As schools reopen and indoor dining tentatively resumes, running groups in the Bronx have also started meeting again for the first time during the pandemic under strict parameters.
Bronx Sole, founded in 2016, reduced the size of their groups to 5 people and 1 captain and are requiring that participants sign up online. Members are also required to maintain social distancing and keep their masks on during runs.
Amy Ortiz, a co-founder of Bronx Femme Run, says their members were so excited about returning during the quarantine they voted in an online poll for the monthly runs to turn into biweekly meets instead. The group settled on meeting every other Friday and keeping the same social distancing parameters as Bronx Sole.
“We just wanted to be able to come back doing something that’s good for your health in the best way and the safest way possible,” says Ortiz, 36.
Although he was already a competitive runner, Bronx Sole co-founder Justin Mashia knew that they had to offer different paces to accommodate people of all levels. They have a running group, a run-walk and a walking group.
Mashia, 38, created the group after learning that the Bronx was once again ranked as the unhealthiest county in New York State according to the annual County Health Rankings report. He knew it was important to keep Bronxites running during the pandemic.
“Our motto is ‘your health, your hood, your history,’” he says. “We started because we cared about the health of the Bronx.”
Bronx Sole runs on Tuesdays and Saturdays to cultural and historical areas around the Bronx, including the Hispanic Heritage Month mural at the Casita Maria Center for Arts and Education in Hunts Point and Blanka Amezkua’s art gallery located in her Mott Haven apartment.
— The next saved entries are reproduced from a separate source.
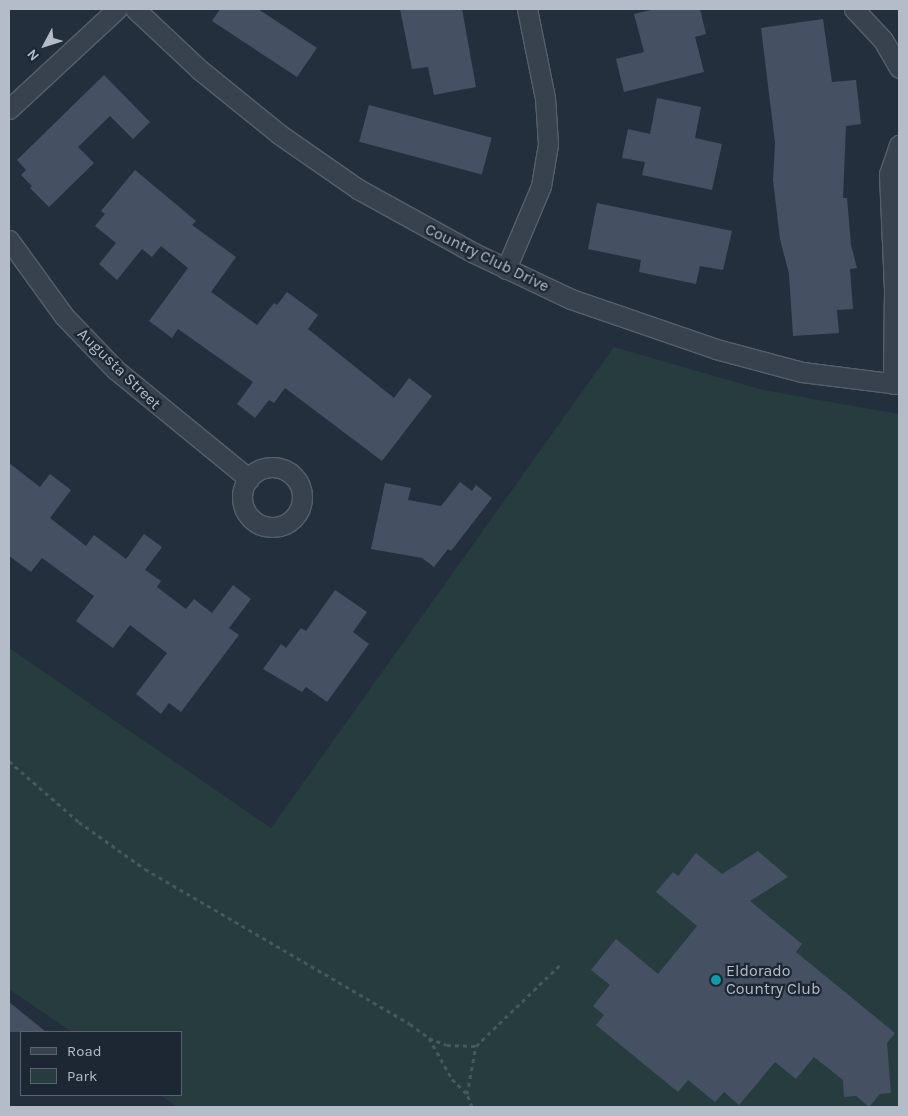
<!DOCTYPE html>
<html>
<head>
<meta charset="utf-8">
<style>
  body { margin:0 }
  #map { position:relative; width:908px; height:1116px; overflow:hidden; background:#242f3e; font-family:Karla,sans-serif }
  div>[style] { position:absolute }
  .green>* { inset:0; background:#263c3f }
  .building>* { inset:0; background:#455162; transform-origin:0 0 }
  .path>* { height:3px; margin-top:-1.5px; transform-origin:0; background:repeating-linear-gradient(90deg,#44595c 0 4px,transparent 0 8px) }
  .roads { filter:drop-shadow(1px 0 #565f6c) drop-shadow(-1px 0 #565f6c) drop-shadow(0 1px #565f6c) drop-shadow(0 -1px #565f6c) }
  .minor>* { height:19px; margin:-9.5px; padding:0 9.5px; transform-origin:9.5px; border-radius:9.5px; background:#38414e }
  .minor>.ring { margin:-9.5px; padding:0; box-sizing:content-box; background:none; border:19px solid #38414e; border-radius:50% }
  .dots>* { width:14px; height:14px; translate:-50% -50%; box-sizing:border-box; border:2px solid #1d2633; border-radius:50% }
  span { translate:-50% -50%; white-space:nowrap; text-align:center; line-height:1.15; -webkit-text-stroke:4.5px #1d2633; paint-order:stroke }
  .street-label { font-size:16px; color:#b4bcc9 }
  .poi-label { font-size:16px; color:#b4bcc9 }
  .left { translate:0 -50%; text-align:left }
  .frame { position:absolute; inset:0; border:10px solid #b4bcc9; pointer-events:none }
  .legend { position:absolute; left:20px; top:1031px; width:162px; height:65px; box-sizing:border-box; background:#1d2633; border:1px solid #59626f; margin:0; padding:6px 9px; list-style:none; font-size:15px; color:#b4bcc9 }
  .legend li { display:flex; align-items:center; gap:10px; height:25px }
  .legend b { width:25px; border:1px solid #59626f }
  .north { position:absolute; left:20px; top:20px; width:50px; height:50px; -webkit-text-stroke:4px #1d2633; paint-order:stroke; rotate:230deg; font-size:14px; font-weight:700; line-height:20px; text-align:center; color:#b4bcc9 }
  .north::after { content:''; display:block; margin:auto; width:18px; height:22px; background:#b4bcc9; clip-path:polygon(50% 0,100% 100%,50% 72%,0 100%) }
</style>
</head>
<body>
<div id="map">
  <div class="green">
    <div style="clip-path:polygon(614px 347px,763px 390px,899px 414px,899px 1107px,178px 1107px,160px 1095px,181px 1095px,181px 1032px,72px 1032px,9px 989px,9px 648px,271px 828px)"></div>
  </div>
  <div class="building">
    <div style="clip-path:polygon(220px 9px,258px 9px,317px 48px,297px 77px,212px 21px)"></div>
    <div style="clip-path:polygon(400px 9px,462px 9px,476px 87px,434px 95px,428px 67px,412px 69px)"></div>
    <div style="clip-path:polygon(655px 9px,700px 9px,706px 34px,695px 37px,704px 72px,624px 92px,616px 59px,644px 52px,634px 14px)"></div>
    <div style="clip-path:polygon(823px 19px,832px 82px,856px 80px,861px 124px,846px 126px,843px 198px,847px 198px,851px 245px,857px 268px,850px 269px,853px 309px,837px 310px,839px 333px,793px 336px,789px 274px,780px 239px,773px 180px,775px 143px,761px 28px)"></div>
    <div style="clip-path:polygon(104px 75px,150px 122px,133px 139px,110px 116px,78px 147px,94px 163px,49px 207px,30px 188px,32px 186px,21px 175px,26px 170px,17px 160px)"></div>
    <div style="clip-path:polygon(657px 98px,701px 107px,695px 138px,722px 144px,712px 190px,642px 175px,645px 162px,622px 158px,628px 129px,650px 134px)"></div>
    <div style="left:369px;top:105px;width:127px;height:38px;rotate:15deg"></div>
    <div style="clip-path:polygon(135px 170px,196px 221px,192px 225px,236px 257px,211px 292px,257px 325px,274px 303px,277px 305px,287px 292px,318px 315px,308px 329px,394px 398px,409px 378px,432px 396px,382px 461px,285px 388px,274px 403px,269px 400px,255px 418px,237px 404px,253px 382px,178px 329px,172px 338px,149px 321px,188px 268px,161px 246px,152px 257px,142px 249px,117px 280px,99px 264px,116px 243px,95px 226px,105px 214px,101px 211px)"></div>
    <div style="clip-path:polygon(597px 203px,732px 231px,723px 270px,700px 266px,696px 284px,639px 272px,641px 260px,588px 249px)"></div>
    <div style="clip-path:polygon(9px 463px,40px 487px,50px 474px,71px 490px,50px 518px,86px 546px,94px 535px,126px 559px,144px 534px,162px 547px,145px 570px,161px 581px,157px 587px,186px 609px,194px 599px,212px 613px,233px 585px,251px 599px,229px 628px,239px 635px,181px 712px,169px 703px,161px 714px,136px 694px,167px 653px,130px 625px,113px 648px,76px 621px,94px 596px,42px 558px,31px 572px,9px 556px)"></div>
    <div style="clip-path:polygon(460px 482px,472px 491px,476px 485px,492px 498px,451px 551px,448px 549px,434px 567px,422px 558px,371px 549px,385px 483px,411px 488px,408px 500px,441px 506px)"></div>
    <div style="clip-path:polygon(335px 590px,367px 612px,353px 632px,369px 644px,327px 702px,306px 687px,302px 692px,263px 669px,281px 644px,286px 648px,301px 628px,306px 631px)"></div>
    <div style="clip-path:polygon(758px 851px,788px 877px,750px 901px,802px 944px,796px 952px,895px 1033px,887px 1043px,891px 1093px,880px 1094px,869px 1107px,856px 1096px,844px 1097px,843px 1080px,814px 1057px,796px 1079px,775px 1062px,739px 1105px,724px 1092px,715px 1102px,688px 1080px,678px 1092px,596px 1025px,604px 1015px,593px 1006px,610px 985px,591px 970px,616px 939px,658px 974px,697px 926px,656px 892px,673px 872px,678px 876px,696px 853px,722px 874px)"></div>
    <div style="clip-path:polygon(9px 1002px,46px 1032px,9px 1032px)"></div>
  </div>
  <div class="path">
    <div style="left:9px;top:761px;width:93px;rotate:41.1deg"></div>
    <div style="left:79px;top:822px;width:81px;rotate:35.5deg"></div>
    <div style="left:145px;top:869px;width:307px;rotate:30.3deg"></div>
    <div style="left:410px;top:1024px;width:24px;rotate:36deg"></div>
    <div style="left:429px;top:1038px;width:47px;rotate:60.7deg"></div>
    <div style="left:452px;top:1079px;width:21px;rotate:45deg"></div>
    <div style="left:429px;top:1038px;width:19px;rotate:21deg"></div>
    <div style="left:447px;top:1045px;width:29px;rotate:2deg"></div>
    <div style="left:476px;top:1046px;width:117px;rotate:-44deg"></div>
    <div style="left:472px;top:1107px;width:14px;rotate:-111deg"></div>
    <div style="left:467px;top:1094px;width:49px;rotate:-79.4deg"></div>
  </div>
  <div class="roads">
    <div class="minor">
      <div style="left:135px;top:9px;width:89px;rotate:43.2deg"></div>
      <div style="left:200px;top:70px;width:102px;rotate:39deg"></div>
      <div style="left:279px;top:134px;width:96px;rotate:34.8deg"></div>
      <div style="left:358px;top:189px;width:132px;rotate:28.9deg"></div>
      <div style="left:474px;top:253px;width:107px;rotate:25.4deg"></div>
      <div style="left:571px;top:299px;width:153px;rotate:19deg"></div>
      <div style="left:716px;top:349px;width:89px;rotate:15deg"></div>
      <div style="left:802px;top:372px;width:98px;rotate:7.1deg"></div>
      <div style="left:854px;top:9px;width:42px;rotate:46.9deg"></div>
      <div style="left:883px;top:40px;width:32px;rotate:60deg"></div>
      <div style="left:9px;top:109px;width:147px;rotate:-42.8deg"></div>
      <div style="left:9px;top:240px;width:94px;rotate:54.1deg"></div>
      <div style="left:64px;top:316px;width:75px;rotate:46.1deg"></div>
      <div style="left:116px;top:370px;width:172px;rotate:39.3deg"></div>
      <div style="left:506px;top:269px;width:90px;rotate:-67.1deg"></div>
      <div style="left:541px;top:186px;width:43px;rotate:-80.5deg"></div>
      <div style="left:548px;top:144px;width:46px;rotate:-93.7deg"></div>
      <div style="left:545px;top:98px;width:91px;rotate:-101.4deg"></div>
      <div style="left:893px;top:384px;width:95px;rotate:-89.4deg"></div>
      <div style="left:894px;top:289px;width:115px;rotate:-92.5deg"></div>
      <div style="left:889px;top:174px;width:31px;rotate:-71deg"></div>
      <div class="ring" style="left:242px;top:467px;width:41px;height:41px"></div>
    </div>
  </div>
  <div class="dots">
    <div style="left:716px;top:980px;background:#0f9aa8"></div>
  </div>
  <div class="street-label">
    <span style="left:487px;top:258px;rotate:26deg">Country Club Drive</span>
    <span style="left:119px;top:369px;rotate:44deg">Augusta Street</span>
  </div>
  <div class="poi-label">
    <span class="left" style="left:726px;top:980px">Eldorado<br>Country Club</span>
  </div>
  <div class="frame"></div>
  <ul class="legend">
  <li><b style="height:6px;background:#38414e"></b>Road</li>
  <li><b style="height:14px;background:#263c3f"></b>Park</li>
  </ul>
  <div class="north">N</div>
</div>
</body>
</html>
These are just two of at least six free running groups available in the Bronx helping residents take control of their health during the pandemic. Even as meeting sizes have decreased and social distancing regulations continue, both of these groups have had new members join almost every week.
In fact, a national study conducted by ASICS found that 36% of runners reported exercising more often and 73% wanted to continue running after the pandemic ends. Additionally, 79% of those surveyed said running helps them feel “saner” and “more in control,” and 65% said it provided more mental benefits than any other physical exercise.
Milagros Ramirez, 40, recently joined Bronx Sole after picking up running as a way to combat anxiety and depression during the pandemic.
“I’m not completely out of my anxiety and depression. I’m really not,” says Ramirez. “But I think when I do go and run a little bit, I feel myself a little bit stronger.”
Ramirez, who did not identify as an athlete or a runner prior to the pandemic, says these running groups can help Bronx residents “maximize” their neighborhoods and are “important for community building” during these times.
“I feel that with the precautions that we’re taking, it’s great to just be able to have a small group go out and be together,” says Bronx Femme Run member Jardy Santana, 34. “It’s nice that this is a low risk environment. We’re all here gathered for the same reason of just taking care of ourselves.”
Those who are interested can check their social media pages each week for the meeting sign-ups.